● **WORK TO BE COMPLETED**
For the records below, say how many lines contain the string "show". Give no other text.

--- DATASET ENTRIES ---

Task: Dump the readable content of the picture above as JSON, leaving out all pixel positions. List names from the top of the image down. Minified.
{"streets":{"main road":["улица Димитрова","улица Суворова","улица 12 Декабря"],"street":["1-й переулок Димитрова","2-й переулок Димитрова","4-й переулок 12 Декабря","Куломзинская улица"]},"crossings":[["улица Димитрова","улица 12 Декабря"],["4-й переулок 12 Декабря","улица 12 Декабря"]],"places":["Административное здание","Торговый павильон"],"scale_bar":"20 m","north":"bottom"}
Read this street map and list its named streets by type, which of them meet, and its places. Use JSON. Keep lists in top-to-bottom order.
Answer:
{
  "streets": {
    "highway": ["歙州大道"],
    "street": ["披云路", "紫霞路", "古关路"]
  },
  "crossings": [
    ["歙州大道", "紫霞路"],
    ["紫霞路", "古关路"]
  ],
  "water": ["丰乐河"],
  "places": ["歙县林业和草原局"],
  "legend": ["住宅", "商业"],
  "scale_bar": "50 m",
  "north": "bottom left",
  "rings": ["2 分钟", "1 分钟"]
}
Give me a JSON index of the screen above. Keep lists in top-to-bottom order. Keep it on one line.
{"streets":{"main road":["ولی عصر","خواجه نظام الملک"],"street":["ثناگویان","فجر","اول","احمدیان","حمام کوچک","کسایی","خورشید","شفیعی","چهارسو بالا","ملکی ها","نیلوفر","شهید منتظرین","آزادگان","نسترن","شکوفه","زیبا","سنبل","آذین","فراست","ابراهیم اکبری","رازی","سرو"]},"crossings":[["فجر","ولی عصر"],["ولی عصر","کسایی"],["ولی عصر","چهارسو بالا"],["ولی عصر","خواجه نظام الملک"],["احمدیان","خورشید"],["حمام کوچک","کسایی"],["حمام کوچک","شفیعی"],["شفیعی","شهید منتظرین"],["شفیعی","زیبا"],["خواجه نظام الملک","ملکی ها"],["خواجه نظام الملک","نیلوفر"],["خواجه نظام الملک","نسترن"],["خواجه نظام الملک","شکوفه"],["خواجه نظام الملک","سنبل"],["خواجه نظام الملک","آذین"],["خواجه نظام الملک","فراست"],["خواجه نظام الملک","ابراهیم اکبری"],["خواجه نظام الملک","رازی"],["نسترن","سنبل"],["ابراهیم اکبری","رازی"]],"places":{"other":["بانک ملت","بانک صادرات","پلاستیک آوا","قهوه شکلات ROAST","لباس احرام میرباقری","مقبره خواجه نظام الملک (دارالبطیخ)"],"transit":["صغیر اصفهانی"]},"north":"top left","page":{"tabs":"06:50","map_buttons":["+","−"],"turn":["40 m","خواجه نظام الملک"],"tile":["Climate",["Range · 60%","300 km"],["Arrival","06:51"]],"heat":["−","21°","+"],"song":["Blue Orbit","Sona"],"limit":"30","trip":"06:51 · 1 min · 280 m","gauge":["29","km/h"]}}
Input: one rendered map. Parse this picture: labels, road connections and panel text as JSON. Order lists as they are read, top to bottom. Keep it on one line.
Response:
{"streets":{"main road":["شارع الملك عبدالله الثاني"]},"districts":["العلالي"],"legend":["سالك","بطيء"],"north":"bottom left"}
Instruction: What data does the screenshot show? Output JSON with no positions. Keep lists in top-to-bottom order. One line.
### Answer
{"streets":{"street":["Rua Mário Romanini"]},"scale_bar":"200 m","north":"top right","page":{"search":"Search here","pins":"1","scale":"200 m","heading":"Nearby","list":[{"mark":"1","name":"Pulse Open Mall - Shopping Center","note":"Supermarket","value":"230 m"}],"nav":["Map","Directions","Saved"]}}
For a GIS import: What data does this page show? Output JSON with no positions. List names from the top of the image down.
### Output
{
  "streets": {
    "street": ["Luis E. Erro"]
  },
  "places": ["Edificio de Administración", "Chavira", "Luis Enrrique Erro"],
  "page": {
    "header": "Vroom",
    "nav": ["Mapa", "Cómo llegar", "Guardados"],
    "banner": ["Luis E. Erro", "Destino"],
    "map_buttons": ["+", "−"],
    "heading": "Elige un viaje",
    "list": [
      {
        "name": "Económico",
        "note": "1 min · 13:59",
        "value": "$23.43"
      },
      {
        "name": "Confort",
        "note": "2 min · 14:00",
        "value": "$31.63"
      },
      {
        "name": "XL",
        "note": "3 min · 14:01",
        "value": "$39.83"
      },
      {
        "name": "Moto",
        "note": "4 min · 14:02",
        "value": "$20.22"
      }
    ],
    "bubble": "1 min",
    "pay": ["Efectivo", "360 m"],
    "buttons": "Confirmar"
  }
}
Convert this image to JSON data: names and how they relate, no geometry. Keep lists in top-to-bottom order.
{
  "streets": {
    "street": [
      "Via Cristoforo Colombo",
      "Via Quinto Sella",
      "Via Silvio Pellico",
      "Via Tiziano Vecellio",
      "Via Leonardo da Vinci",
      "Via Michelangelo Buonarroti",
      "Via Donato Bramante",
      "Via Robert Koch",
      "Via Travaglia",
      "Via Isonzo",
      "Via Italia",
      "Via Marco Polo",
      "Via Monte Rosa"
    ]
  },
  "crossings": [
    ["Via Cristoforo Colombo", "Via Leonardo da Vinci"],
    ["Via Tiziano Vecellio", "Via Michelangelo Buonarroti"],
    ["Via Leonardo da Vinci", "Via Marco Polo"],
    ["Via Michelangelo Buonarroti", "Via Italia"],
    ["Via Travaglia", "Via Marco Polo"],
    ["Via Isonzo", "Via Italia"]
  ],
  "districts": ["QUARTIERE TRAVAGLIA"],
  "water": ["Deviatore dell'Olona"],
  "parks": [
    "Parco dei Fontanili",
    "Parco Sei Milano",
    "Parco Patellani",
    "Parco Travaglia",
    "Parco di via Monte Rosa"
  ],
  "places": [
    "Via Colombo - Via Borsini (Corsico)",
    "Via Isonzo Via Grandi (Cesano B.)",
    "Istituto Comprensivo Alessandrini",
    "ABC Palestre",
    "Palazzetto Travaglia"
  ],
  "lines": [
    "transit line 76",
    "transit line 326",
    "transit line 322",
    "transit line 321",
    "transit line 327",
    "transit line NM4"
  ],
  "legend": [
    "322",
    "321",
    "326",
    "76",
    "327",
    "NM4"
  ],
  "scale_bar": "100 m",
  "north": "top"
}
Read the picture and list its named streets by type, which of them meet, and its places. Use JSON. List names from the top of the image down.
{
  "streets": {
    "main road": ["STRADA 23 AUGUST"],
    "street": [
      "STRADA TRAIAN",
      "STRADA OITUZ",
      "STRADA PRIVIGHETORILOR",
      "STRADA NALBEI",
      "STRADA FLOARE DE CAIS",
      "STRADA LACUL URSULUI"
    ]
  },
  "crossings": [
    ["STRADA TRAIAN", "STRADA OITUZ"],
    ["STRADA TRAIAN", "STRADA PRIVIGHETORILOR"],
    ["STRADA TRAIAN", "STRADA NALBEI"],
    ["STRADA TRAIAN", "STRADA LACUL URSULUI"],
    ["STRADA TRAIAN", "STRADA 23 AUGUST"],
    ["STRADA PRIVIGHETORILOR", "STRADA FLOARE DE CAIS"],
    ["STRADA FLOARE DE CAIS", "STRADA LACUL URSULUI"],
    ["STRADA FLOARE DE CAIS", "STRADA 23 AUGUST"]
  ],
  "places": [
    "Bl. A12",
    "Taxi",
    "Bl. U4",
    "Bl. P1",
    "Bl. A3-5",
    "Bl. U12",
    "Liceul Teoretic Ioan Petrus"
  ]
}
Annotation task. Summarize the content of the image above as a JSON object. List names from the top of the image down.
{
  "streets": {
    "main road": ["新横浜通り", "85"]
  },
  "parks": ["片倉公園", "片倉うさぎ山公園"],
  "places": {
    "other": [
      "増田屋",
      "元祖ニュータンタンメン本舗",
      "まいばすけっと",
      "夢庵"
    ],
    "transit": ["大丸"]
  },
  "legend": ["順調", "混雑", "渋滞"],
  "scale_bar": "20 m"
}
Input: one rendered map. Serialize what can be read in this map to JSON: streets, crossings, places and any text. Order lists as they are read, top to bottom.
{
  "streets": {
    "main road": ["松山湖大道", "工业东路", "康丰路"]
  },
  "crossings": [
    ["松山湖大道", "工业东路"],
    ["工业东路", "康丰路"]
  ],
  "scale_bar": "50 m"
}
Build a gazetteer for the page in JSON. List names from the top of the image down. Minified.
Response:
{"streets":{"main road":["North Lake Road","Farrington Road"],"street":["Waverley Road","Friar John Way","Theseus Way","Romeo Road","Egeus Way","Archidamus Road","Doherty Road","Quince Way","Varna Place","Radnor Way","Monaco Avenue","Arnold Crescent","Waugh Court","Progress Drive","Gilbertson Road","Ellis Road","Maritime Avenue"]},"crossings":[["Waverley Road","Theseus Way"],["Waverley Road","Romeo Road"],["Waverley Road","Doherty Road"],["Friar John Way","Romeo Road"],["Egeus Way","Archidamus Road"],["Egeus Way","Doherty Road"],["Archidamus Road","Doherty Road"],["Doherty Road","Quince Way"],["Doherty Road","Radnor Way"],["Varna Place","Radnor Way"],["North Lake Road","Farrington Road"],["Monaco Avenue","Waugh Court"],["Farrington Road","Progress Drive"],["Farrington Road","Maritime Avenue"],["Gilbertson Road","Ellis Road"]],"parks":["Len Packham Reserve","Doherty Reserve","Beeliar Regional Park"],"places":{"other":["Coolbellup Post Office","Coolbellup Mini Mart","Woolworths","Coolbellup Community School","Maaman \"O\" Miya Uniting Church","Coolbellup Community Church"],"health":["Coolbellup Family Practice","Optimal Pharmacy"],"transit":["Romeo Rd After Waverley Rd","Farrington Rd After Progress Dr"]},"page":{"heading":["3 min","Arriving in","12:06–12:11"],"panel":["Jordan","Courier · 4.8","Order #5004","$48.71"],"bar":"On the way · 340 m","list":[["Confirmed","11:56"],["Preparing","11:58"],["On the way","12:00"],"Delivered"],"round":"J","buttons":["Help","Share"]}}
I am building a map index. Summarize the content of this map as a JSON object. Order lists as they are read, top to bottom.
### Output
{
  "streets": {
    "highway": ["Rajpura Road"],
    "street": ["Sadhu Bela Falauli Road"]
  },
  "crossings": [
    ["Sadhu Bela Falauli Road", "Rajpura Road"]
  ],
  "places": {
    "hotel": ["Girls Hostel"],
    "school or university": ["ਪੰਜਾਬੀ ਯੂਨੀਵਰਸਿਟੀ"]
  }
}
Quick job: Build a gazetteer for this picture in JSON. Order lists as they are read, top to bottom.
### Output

---

● **YOUR SOLUTION**
2